• _Problem_
Your answer should consist solely of the lines from the first line of the data through the line with "What data does", each reproduced exactly.
- - -
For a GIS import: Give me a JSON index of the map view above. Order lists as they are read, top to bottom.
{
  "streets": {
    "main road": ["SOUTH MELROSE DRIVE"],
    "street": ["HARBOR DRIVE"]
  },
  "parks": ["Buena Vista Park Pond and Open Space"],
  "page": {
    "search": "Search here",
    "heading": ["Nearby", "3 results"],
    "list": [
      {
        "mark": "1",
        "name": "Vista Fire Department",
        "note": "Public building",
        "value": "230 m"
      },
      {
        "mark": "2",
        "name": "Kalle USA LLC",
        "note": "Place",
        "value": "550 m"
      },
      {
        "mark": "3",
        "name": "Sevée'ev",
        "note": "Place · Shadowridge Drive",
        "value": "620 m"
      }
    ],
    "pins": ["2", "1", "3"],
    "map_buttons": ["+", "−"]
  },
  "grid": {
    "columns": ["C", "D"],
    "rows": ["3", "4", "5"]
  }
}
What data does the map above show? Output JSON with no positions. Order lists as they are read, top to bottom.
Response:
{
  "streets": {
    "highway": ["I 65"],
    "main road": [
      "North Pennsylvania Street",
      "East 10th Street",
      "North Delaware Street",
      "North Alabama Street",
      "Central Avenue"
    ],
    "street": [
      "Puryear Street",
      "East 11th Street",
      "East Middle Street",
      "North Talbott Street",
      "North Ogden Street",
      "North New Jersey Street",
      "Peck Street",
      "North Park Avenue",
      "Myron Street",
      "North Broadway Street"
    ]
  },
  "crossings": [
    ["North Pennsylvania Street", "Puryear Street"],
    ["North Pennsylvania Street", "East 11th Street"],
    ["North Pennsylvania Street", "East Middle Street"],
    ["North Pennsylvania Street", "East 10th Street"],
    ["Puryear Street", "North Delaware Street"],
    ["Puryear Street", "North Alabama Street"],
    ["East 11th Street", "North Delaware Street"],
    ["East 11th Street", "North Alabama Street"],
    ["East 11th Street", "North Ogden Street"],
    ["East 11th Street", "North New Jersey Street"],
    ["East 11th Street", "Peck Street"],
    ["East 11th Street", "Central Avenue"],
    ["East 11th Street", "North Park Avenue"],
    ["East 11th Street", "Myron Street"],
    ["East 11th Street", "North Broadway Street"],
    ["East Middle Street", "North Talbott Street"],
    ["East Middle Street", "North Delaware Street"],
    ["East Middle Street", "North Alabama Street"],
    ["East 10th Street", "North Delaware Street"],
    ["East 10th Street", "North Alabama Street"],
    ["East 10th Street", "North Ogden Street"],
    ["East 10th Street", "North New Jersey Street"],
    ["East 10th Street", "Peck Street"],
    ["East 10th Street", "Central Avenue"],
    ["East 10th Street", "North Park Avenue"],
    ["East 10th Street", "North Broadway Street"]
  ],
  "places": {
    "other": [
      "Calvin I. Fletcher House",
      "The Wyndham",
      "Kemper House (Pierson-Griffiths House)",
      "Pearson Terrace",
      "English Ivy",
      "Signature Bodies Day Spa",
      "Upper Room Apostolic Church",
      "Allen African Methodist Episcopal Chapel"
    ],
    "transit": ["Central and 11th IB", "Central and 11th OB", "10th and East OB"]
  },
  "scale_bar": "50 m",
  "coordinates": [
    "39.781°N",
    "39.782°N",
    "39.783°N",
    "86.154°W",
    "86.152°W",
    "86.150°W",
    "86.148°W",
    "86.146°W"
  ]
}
- - -
• _Result for this exercise_
For a GIS import: Give me a JSON index of the map view above. Order lists as they are read, top to bottom.
{
  "streets": {
    "main road": ["SOUTH MELROSE DRIVE"],
    "street": ["HARBOR DRIVE"]
  },
  "parks": ["Buena Vista Park Pond and Open Space"],
  "page": {
    "search": "Search here",
    "heading": ["Nearby", "3 results"],
    "list": [
      {
        "mark": "1",
        "name": "Vista Fire Department",
        "note": "Public building",
        "value": "230 m"
      },
      {
        "mark": "2",
        "name": "Kalle USA LLC",
        "note": "Place",
        "value": "550 m"
      },
      {
        "mark": "3",
        "name": "Sevée'ev",
        "note": "Place · Shadowridge Drive",
        "value": "620 m"
      }
    ],
    "pins": ["2", "1", "3"],
    "map_buttons": ["+", "−"]
  },
  "grid": {
    "columns": ["C", "D"],
    "rows": ["3", "4", "5"]
  }
}
What data does the map above show? Output JSON with no positions. Order lists as they are read, top to bottom.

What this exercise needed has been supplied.